What is your background in this area?
My background in this area is a practical one. I’ve been giving sex/relationships advice online (through websites and forums) to young people and adults since 2002. Prior to this I had completed research on sex/relationships and my PhD focused on evaluating media effects research on the impact of pornography on our attitudes and behaviours. Through carrying out advice giving online I’ve also researched young people’s help-seeking behaviours online (particularly around self harm), changing patterns in mediated sex and relationships advice, and men’s discussions of sex problems online.
How has the Web influenced our attitudes to sex and our sexual behaviours?
There are the obvious ways: more access to sexually explicit materials, more opportunities to create our own erotica, and greater chances to mobilise to promote and protest against porn. But debates remain about whether this has changed our attitudes and behaviours or simply made them more available/accessible. For example, people can now find out far more easily about different sexualities, genders, sexual practices, kinks and fetishes they may have previously assumed were unique to them or too taboo to talk about.
Certainly the Web has made it easier to commercialise sex, but we tend to focus more on porn debates here, rather than thinking critically about sex toys and other products. Many practitioners, myself included, saw the Internet initially as a major opportunity for people to privately purchase sex toys, clothing, books, erotic materials etc which perhaps previously were difficult to access or a rip off. However, as more and more people jumped on the sex product bandwagon there’s a growing problem of the quality of products varying considerably and people selling products with aspirational and lifestyle messages which present a particularly narrow view of sex. This can be tricky to challenge as questioning it puts you into the anti sex camp, rather than perhaps an anti commercial camp.
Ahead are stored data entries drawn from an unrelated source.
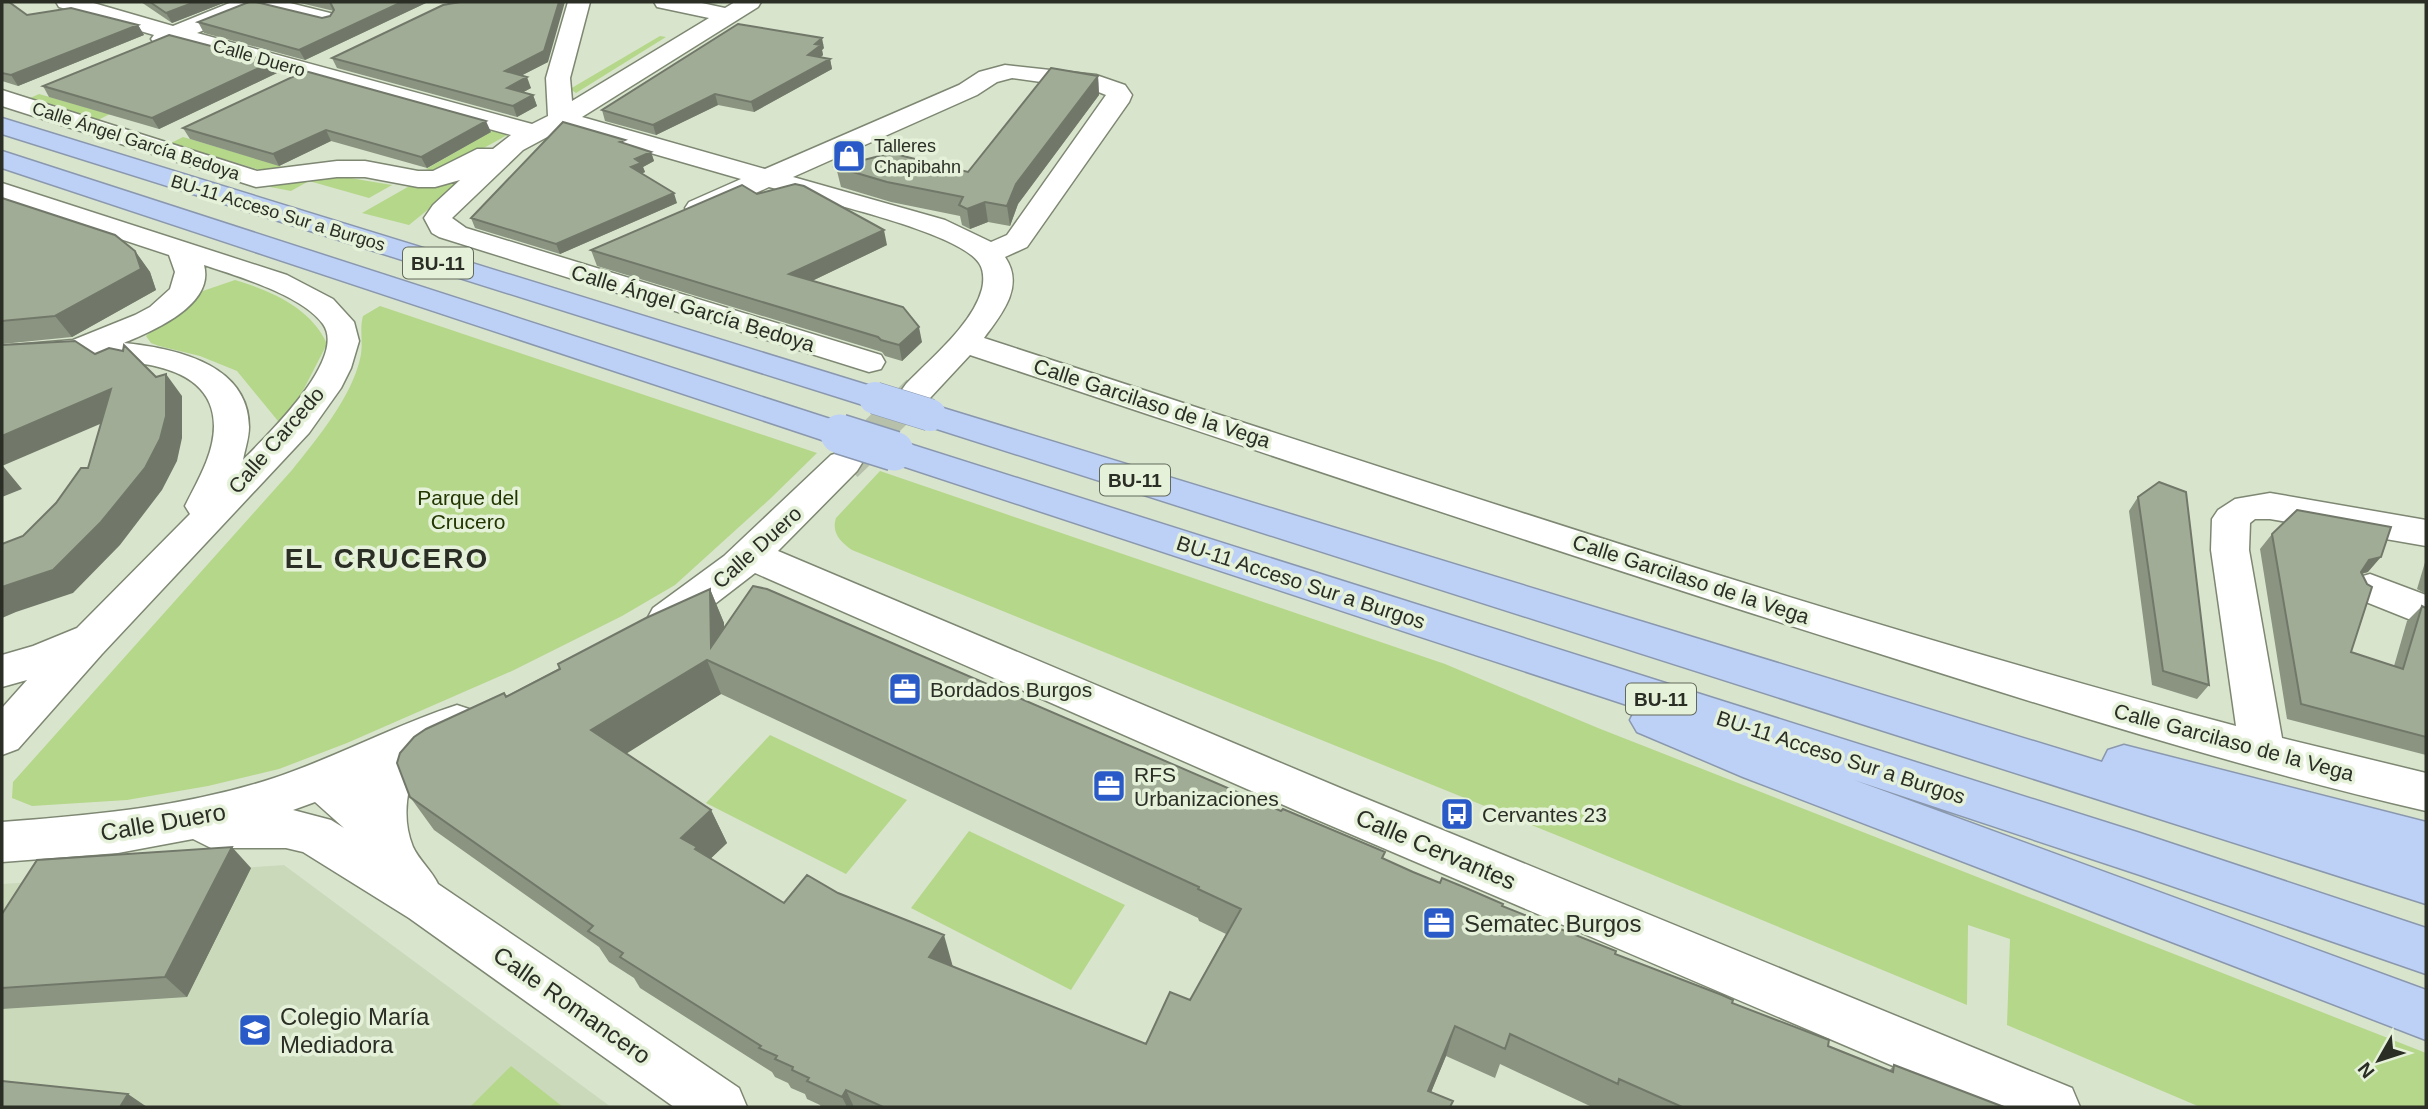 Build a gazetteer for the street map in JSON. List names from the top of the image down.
{
  "streets": {
    "highway": ["BU-11 Acceso Sur a Burgos", "BU-11"],
    "street": [
      "Calle Duero",
      "Calle Ángel García Bedoya",
      "Calle Garcilaso de la Vega",
      "Calle Carcedo",
      "Calle Cervantes",
      "Calle Romancero"
    ]
  },
  "crossings": [
    ["Calle Duero", "Calle Ángel García Bedoya"],
    ["Calle Duero", "BU-11 Acceso Sur a Burgos"],
    ["Calle Duero", "Calle Cervantes"],
    ["Calle Duero", "Calle Romancero"],
    ["Calle Ángel García Bedoya", "BU-11 Acceso Sur a Burgos"],
    ["BU-11 Acceso Sur a Burgos", "BU-11"]
  ],
  "districts": ["EL CRUCERO"],
  "parks": ["Parque del Crucero"],
  "places": {
    "shop": ["Talleres Chapibahn"],
    "office": ["Bordados Burgos", "RFS Urbanizaciones", "Sematec Burgos"],
    "bus stop": ["Cervantes 23"],
    "school or university": ["Colegio María Mediadora"]
  },
  "north": "bottom left"
} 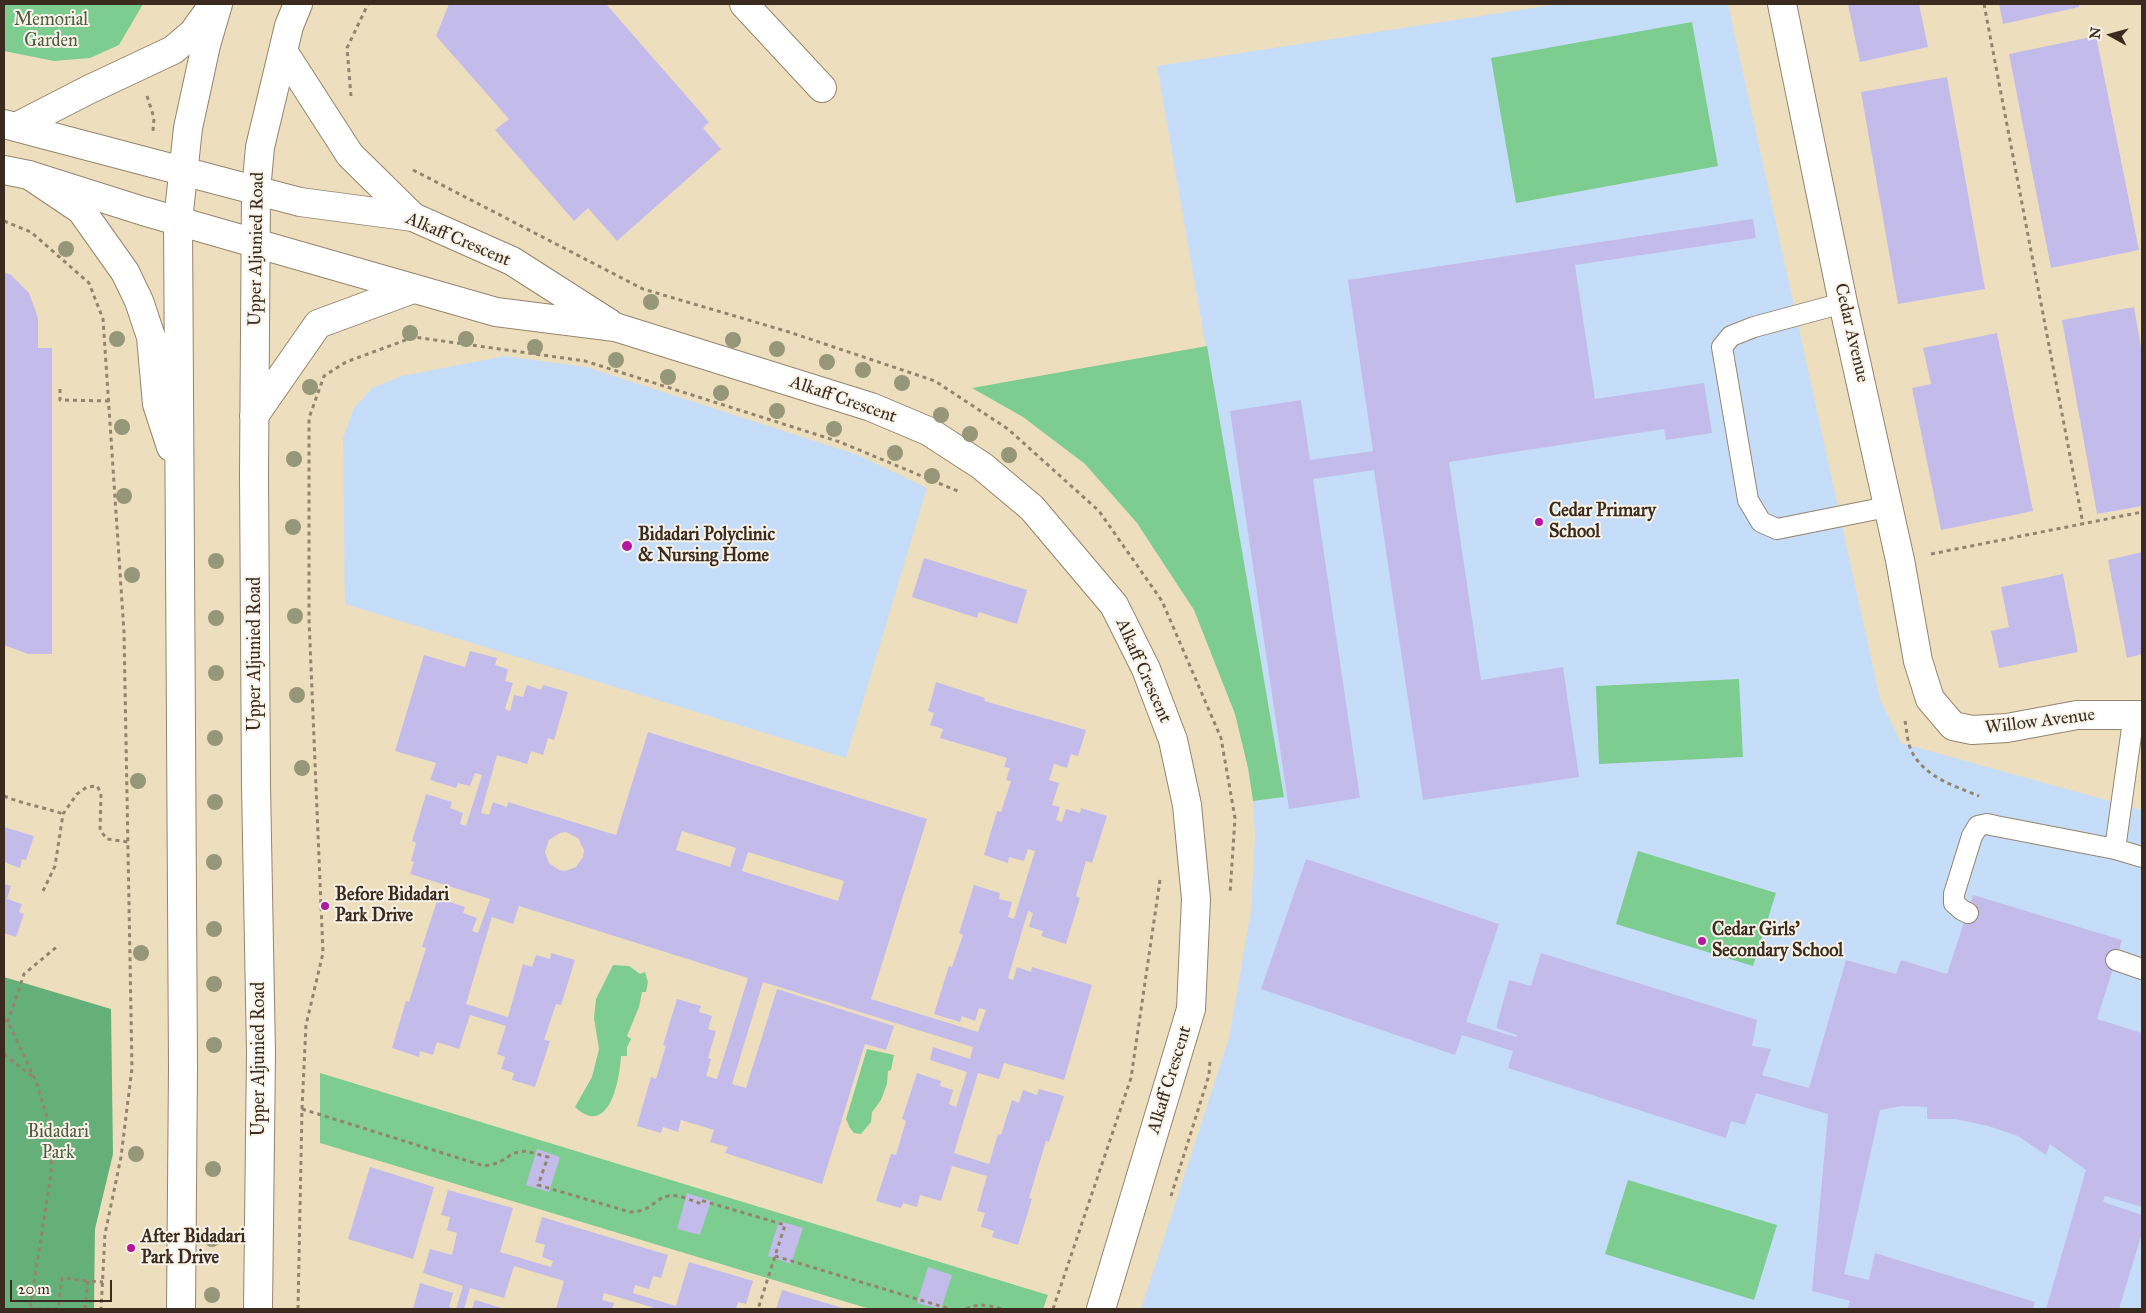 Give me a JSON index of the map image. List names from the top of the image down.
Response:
{
  "streets": {
    "main road": [
      "Alkaff Crescent",
      "Upper Aljunied Road",
      "Cedar Avenue",
      "Willow Avenue"
    ]
  },
  "crossings": [
    ["Alkaff Crescent", "Upper Aljunied Road"],
    ["Cedar Avenue", "Willow Avenue"]
  ],
  "parks": ["Memorial Garden", "Bidadari Park"],
  "places": [
    "Cedar Primary School",
    "Bidadari Polyclinic & Nursing Home",
    "Before Bidadari Park Drive",
    "Cedar Girls' Secondary School",
    "After Bidadari Park Drive"
  ],
  "scale_bar": "20 m",
  "north": "left"
} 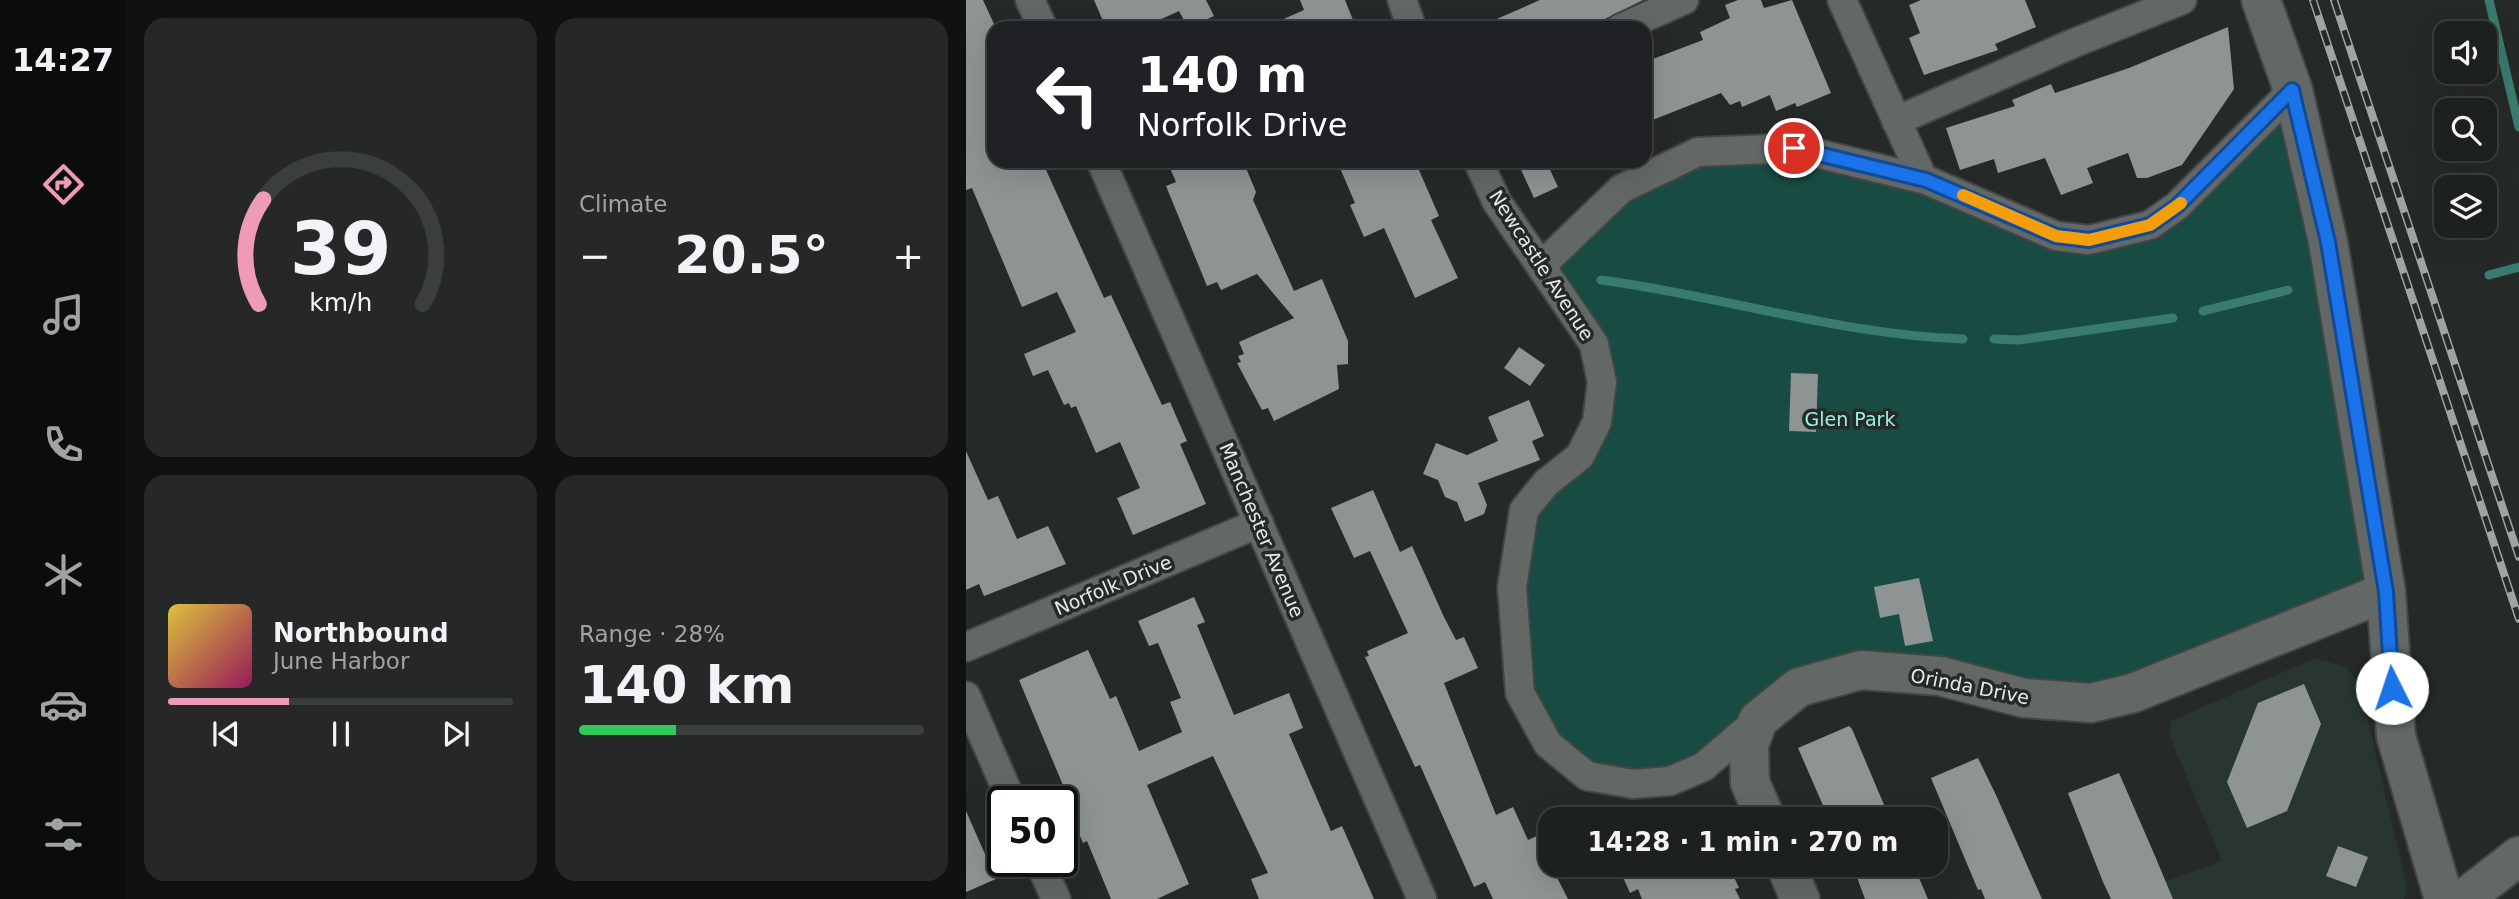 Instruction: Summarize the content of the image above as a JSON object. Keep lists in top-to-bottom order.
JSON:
{
  "streets": {
    "main road": ["Orinda Drive"],
    "street": ["Newcastle Avenue", "Manchester Avenue", "Norfolk Drive"]
  },
  "crossings": [
    ["Newcastle Avenue", "Orinda Drive"],
    ["Manchester Avenue", "Norfolk Drive"]
  ],
  "parks": ["Glen Park"],
  "page": {
    "tabs": "14:27",
    "tile": [
      "Climate",
      ["Range · 28%", "140 km"]
    ],
    "turn": ["140 m", "Norfolk Drive"],
    "heat": ["−", "20.5°", "+"],
    "song": ["Northbound", "June Harbor"],
    "limit": "50",
    "trip": "14:28 · 1 min · 270 m",
    "gauge": ["39", "km/h"]
  }
}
Drug companies have also been quick to use the Web to promote products around psychosexual issues, adding to the wider medicalisation of sexual functioning. A classic example of this was the ‘sex, brain, body’ site set up by BI for the drug Flibanserin (trials of which were discontinued last year after the FDA failed to approve the drug due to concerns over efficacy and safety). Interestingly, drug companies who are keen to promote their products for ED etc distance themselves from online sales of sex drugs, despite medics warnings for there to be greater regulation in this area.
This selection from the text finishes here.